Too soon to say/It’s early yet

It is now ten years since the signing of the Good Friday Agreement, and the anniversary has been marked by a plethora of analyses in both broadcast and print media (and books: see ‘Bookworm’, p. 54). Moreover, it comes at a time when most of the architects of the agreement have departed the scene. Bill Clinton’s exit in 2000 was predetermined by the US constitution (although Hilary is still attempting to get mileage out of his [her?] involvement). John Hume and David Trimble, deserved Nobel Peace Prize winners, are now seen as the martyrs of the process (but surely the latter only had himself to blame for not selling the deal positively to his own constituency?). Tony Blair’s departure last year was determined not so much by the (unwritten) British constitution as by the (unwritten) ‘Granita Pact’ with his successor, Gordon Brown. Unfortunately for Blair, the ‘hand of history’ that will lie heaviest upon him will not be for his contribution to conflict resolution in Ireland (and let’s give credit where credit’s due) but for conflict escalation in Iraq and the Middle East. Bertie Ahern, whose patient negotiating skills made such a huge contribution, for so long the ‘Teflon Taoiseach’, eventually came unstuck (sic) because of his ‘unorthodox’ accounting procedures. And now even ‘Big Ian’, who has loomed large over the North’s political landscape for nigh on half a century, is about to go. While not an architect of the agreement, cynics would say that he was certainly an architect of the conflict. Nevertheless, he too has made his contribution to the inevitable compromises. Which leaves only Gerry Adams, but last year’s election set-backs in the South, coupled with recent criticism on law-and-order issues in his own West Belfast heartland, seem to suggest that any political ‘slipstream’ effect from the Peace Process has long since dissipated as the Republican Movement grapples with the banalities of ‘ordinary politics’, North and South.

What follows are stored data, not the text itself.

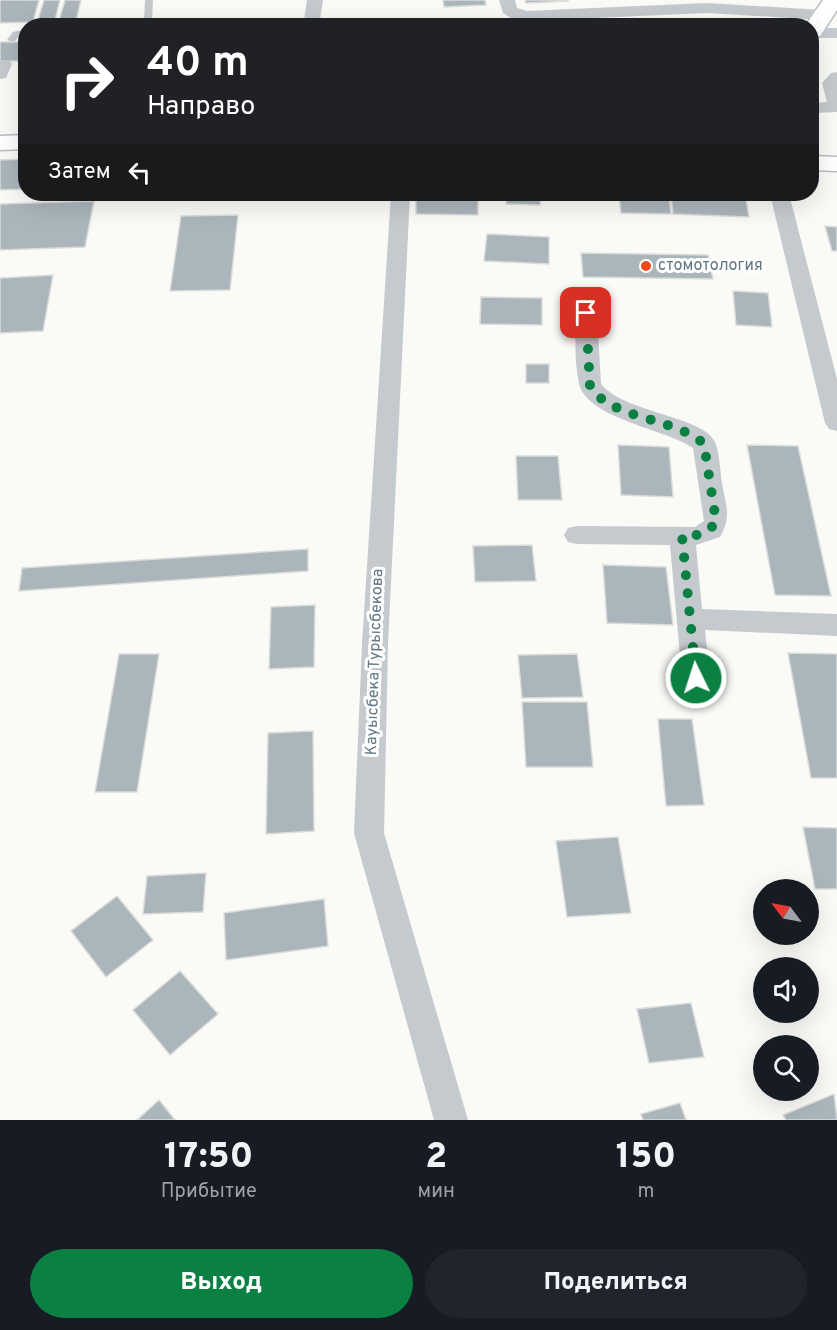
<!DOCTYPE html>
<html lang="ru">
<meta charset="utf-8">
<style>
:root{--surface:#171b24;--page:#20242c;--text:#f1f3f6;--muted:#9ea1a6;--accent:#0b8043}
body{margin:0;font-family:Overpass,sans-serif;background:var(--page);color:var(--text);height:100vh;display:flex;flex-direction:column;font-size:22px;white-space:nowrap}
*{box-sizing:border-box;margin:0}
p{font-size:20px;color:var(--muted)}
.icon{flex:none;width:33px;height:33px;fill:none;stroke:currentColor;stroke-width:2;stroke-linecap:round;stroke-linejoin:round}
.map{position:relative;height:1120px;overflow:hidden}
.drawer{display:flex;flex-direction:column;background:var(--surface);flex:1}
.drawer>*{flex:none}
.top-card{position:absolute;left:18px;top:18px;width:801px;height:183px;border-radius:24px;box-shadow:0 6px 24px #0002;background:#202124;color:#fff;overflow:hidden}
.needle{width:39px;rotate:302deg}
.fabs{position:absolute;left:753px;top:879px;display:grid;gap:12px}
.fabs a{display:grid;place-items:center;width:66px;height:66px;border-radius:50%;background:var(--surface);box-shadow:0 6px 24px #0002;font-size:30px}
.pin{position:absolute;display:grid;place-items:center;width:51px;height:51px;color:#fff;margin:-26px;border-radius:12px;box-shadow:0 3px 9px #0006}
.me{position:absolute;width:66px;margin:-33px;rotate:356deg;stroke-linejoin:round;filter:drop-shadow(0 0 4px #0008)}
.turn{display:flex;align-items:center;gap:21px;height:126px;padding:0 30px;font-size:27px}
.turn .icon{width:78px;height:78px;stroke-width:2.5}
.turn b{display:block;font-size:42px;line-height:51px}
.then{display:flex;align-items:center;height:57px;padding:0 30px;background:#0003;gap:12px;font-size:22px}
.eta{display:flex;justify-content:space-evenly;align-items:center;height:102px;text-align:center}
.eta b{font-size:36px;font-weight:800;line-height:42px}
.cta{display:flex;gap:12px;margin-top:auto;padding:12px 30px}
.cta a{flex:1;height:69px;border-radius:36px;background:var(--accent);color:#fff;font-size:24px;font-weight:800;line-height:69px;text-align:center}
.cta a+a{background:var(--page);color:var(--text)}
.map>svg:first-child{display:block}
</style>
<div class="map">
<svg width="837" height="1120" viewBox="0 0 837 1120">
<rect width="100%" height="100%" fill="#fafaf7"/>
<g fill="#abb5bc" stroke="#dcdcd9" stroke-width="1.5">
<path d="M0,0H39L33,22L0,23Z"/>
<path d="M44,0H60L55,20H38Z"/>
<path d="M65,0H81L76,21H59Z"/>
<path d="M443,0H485L486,5L444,7Z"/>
<path d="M525,0H567L568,1L526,3Z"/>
<path d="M669,19L672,26H641L639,21Z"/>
<path d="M604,20L607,26H581L579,21Z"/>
<path d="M492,21L493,26H432L431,23Z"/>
<rect x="0" y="42" width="26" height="19"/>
<path d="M26,159V189L0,190V160Z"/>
<path d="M416,194H478V215L416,214Z"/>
<path d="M507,194H541L540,205L506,204Z"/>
<path d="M619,194H669L671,214L621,213Z"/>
<path d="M671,194H745L749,217L673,214Z"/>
<path d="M94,201L85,247L0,250V204Z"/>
<path d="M238,215L230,290L170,291L181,216Z"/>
<path d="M825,226L837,227V251H832Z"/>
<path d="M487,234L549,237V264L484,261Z"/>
<path d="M581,253L708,255L713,279L583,277Z"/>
<path d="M53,275L43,331L0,333V278Z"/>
<path d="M733,291L768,293L772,327L736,325Z"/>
<path d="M481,297L542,298V325L480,324Z"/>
<rect x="526" y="364" width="23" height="19"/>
<path d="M618,445L669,447L673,497L621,495Z"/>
<path d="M747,445L798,446L831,596L775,595Z"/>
<path d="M516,456H558L562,500H518Z"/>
<path d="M532,545L536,581L475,582L473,546Z"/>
<path d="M308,549V571L19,591L22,568Z"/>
<path d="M603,565L666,567L673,625L607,623Z"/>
<path d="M315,605L314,667L269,669L271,607Z"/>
<path d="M788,653L837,654V778H811Z"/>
<path d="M119,654H159L137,792H95Z"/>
<path d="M577,654L583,697L522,698L518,655Z"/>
<path d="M522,702H587L593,767H526Z"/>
<path d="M658,719H692L704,805L666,806Z"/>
<path d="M313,731L314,831L266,834L268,733Z"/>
<path d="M803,827L837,828V889H815Z"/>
<path d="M618,837L631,913L567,917L556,841Z"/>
<path d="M206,873L203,912L143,914L147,876Z"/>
<path d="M117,896L153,940L106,977L71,931Z"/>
<path d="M324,899L328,946L226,960L224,913Z"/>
<path d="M180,971L218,1014L170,1055L133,1010Z"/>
<path d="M691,1003L704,1057L649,1063L637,1009Z"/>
<path d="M834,1094L837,1120H786L783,1115Z"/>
<path d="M159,1100L175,1120H137Z"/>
<path d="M680,1103L686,1120H643L641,1114Z"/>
</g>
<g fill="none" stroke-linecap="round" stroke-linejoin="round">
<defs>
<g id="secondary">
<path d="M823,0H837V10L820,36L812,37V26H805Z"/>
<path d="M26,135V149L0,150V136Z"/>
<path d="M812,156L837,157V171L812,170Z"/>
</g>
</defs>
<use href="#secondary" stroke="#b7bec3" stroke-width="3"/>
<g fill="#c5cace" fill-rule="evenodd">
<path d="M145,0H153L152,22L149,26H139L144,21Z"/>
<path d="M26,29V35L19,36L14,42L7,40L13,32Z"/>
</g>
<g fill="#c5cace" fill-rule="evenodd">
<path d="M307,0H323L319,26H303Z"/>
<path d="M499,0H515L517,8L527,11L707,3L823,10L831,15L823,20L707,13L527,21L511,18L503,13Z"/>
<rect x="812" y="28" width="25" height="10"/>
<path d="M0,60H9L12,64L6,78L0,79Z"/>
<path d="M837,72V112L812,113V103L827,102L822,83L831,73Z"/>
<path d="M391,194H410L388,644L384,833L468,1120H434L354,833L362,644Z"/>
<path d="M770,194H789L837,379V431L829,429L825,423Z"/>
<path d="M586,306L594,308L597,313L601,384C625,413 703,416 715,442C720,454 720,471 722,483C726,507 732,515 720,537L696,545L702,609L837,614V636L705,630L710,678L706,686L696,689L686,686L682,678L670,545L577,544L568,542L564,535L568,528L577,526L695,527L704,521L693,448C666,429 585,418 579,383C574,361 576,336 575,313L578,308Z"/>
</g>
<use href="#secondary" fill="#fff" fill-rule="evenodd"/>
</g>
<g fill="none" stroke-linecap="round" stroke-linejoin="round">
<path stroke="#0b8043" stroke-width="10" stroke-dasharray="0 18" d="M586,313L590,386C609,419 674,417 704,444L716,521C708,535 697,536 682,536L696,678"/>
</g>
<circle fill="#f4491d" stroke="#fff" stroke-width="2" cx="646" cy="266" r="6"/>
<g text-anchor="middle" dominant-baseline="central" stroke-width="6" stroke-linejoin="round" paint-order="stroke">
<g font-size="16" fill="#627785" stroke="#fff" text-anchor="start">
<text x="658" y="266">стомотология</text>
</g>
<g font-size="16" fill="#627785" stroke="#fff">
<text transform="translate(375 662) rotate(-88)">Кауысбека Турысбекова</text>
</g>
</g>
</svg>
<div class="fabs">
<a><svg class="needle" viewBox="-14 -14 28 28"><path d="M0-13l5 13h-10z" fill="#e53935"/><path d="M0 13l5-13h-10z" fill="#9ea1a6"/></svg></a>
<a><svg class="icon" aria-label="sound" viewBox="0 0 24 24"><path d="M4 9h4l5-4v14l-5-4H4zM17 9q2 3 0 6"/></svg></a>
<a><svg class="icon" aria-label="search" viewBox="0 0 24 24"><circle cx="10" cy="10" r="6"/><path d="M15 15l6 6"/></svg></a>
</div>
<div class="pin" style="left:586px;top:313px;background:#d93025"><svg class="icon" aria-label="arrive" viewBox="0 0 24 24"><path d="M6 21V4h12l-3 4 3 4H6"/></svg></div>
<svg class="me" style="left:696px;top:678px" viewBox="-20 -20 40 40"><circle r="17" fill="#0b8043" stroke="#fff" stroke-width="3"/><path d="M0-11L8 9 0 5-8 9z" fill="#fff"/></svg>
<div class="top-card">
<div class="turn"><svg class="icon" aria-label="right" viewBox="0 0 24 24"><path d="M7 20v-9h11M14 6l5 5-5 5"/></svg><div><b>40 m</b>Направо</div></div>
<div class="then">Затем<svg class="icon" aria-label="left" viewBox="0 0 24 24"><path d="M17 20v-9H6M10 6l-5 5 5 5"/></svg></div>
</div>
</div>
<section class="drawer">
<div class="eta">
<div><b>17:50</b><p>Прибытие</p></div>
<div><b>2</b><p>мин</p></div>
<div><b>150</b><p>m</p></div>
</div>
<div class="cta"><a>Выход</a><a>Поделиться</a></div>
</section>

But surely assessment of the Good Friday Agreement is premature? In spite of overwhelming island-wide endorsement by referendum at the time, it took our politicians another nine years to put the last bits of the jigsaw in place (with the establishment of a stable power-sharing executive only a year ago). Many issues (such as the devolution of policing) remain unresolved; despite the fiscal burden, the British exchequer is unwilling to sanction measures (like harmonising corporation taxes with the South, for example) that might revive the North’s economy if it runs the political risk of weakening the UK constitutionally (so Westminster has selfish strategic interests in Northern Ireland after all?). But fundamentally there remains the paradox that an agreement painstakingly designed to overcome sectarian divisions institutionalises those very divisions in its structures. So, in the words of Zhou Enlai in his assessment of the French Revolution, ‘It’s too soon to say’; or, in the words of Groucho Marx in response to Margaret Dumont’s complaint that she had never been so insulted in all her life, ‘It’s early yet’.